# Abstract

Given a source and target video of the faces of two individual actors, our project synthesizes a convincing, photo-realistic re-animation of the target actor using the source actor’s 3D head position, rotation, and face expression. To do this, we first fit a statistical model of a face onto each of the videos using the monocular face reconstruction algorithm. Then, we build a 3D morphable mesh, combining the features of the two faces together, and rasterize this mesh for all frames of the source video in our conditioning input synthesis step. Finally, we use a Generative Adversarial Network to convert this rasterized video into our final photo-realistic video resembling the target video in our rendering-to-video translation step.

# Technical Approach

## Monocular Face Reconstruction

We were able to successfully fit a 3D morphable model to facial images within videos. For an overview of the method, we refer to our project proposal. We use the 2009 Basel Face model [1] to extract the facial shape bases, and combined that with the expression bases from Cao et al’s FaceWarehouse [2]. The expression bases were transferred onto the Basel topology using Deformation transfer [3].

Using Gauss-Newton Project-Out Optimization as suggested by Booth et al [4], we find first-order Taylor approximations to the cost function with respect to small changes in the identity vector $\mathbf{p}$, the expression vector $\mathbf{q}$, and the camera vector $\mathbf{c}$ for each frame of the video. As a result of the linearization, we can solve a least-squares problem for the concatenated vector $\Delta \mathbf{b}^T = [\Delta \mathbf{p}^T \quad \Delta \mathbf{q}^T \quad \Delta\mathbf{c}^T ]$ minimizing loss. Additionally, we enforce temporal smoothing across frames for $\mathbf{q}_i, \mathbf{c}_i$ and by penalizing their second derivatives with respect to time, $\Vert\lvert\mathbf{q}_{i - 1} - \mathbf{q}_i + \mathbf{q}_{i + 1}\Vert^2, \Vert\mathbf{c}_{i - 1} - \mathbf{c}_i + \mathbf{c}_{i + 1}\Vert^2$. While baseline implementations for optimizing and expression smoothing were provided by [4], we additionally implemented camera smoothing. We also used Tran et al’s [5] CNN for regressing texture on the first frame of the video — the fitted texture parameter $\mathbf{t}$ is used for the remainder of the frames of the video.

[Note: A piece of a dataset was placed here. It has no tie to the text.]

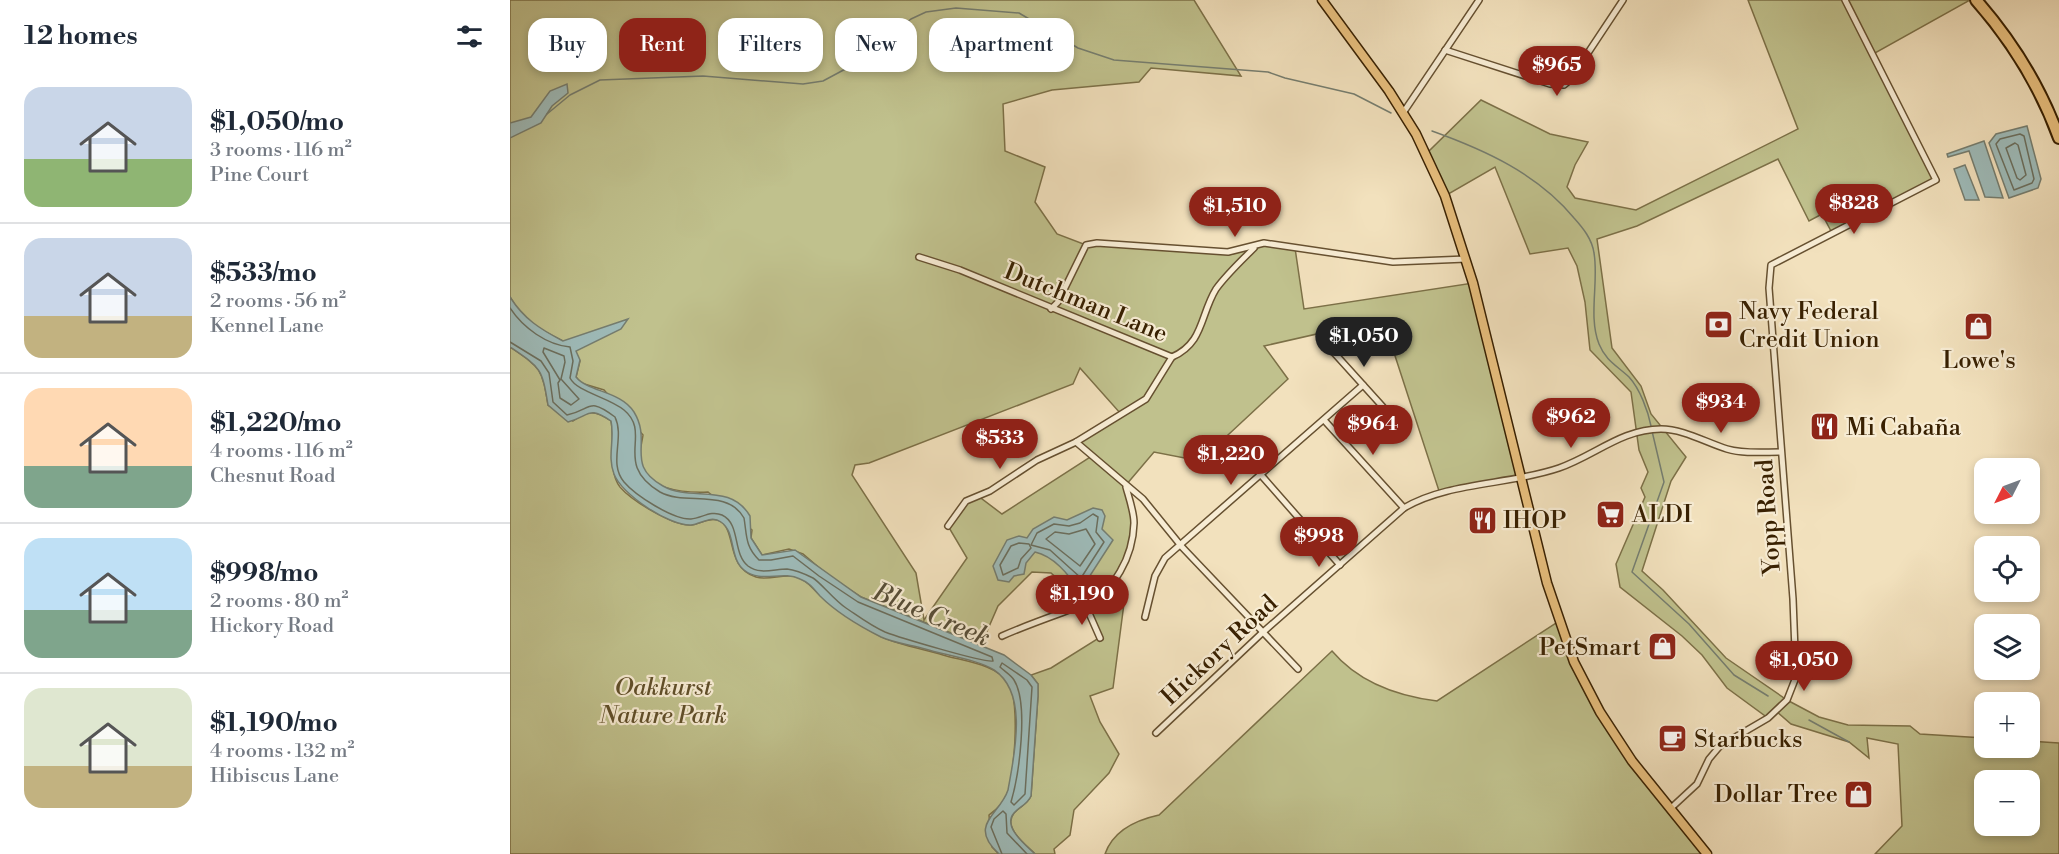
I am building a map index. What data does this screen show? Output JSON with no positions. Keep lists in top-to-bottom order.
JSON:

The face-fitting algorithm required quadratic memory complexity, which meant that we had to wait on the order of forever when creating the rasterized frames for longer videos. To “fix” this, we broke up the video into segments and performed the fitting on segments. While smoothness constraints were not imposed across segments, the overall result was still acceptable. We also noticed that the face jittered a lot translationally and rotationally after fitting, which resulted in worse quality training data for our subsequent GAN. We fixed this by adding a penalty to changes in the camera parameters.

## Conditioning Input Synthesis

Using our monocular face reconstruction procedure, we parameterize the face in each frame of both the source and target video in terms of our 3D morphable model of expression, identity, and pose. Given the source and target face parameters, we can transfer expression and pose from source to target by copying over the parameters in a relative manner. Then we render conditioning images of the target actor’s face using the modified parameters to synthesize and rasterize a morphable model mesh. These images are used as input to our rendering-to-video translation network.

Specifically, for temporal coherence, to generate the $k$-th frame of our output, we stack the current conditioning image with the last $L$ rasterized conditioning images $\{ \mathbf{s_{k-i}} \vert i=0,1,...,L \}$ and use this $H \times W \times 3L$ (3 channels for each image, and $L$ images in our sliding window) tensor $\mathbf{X}$ as input.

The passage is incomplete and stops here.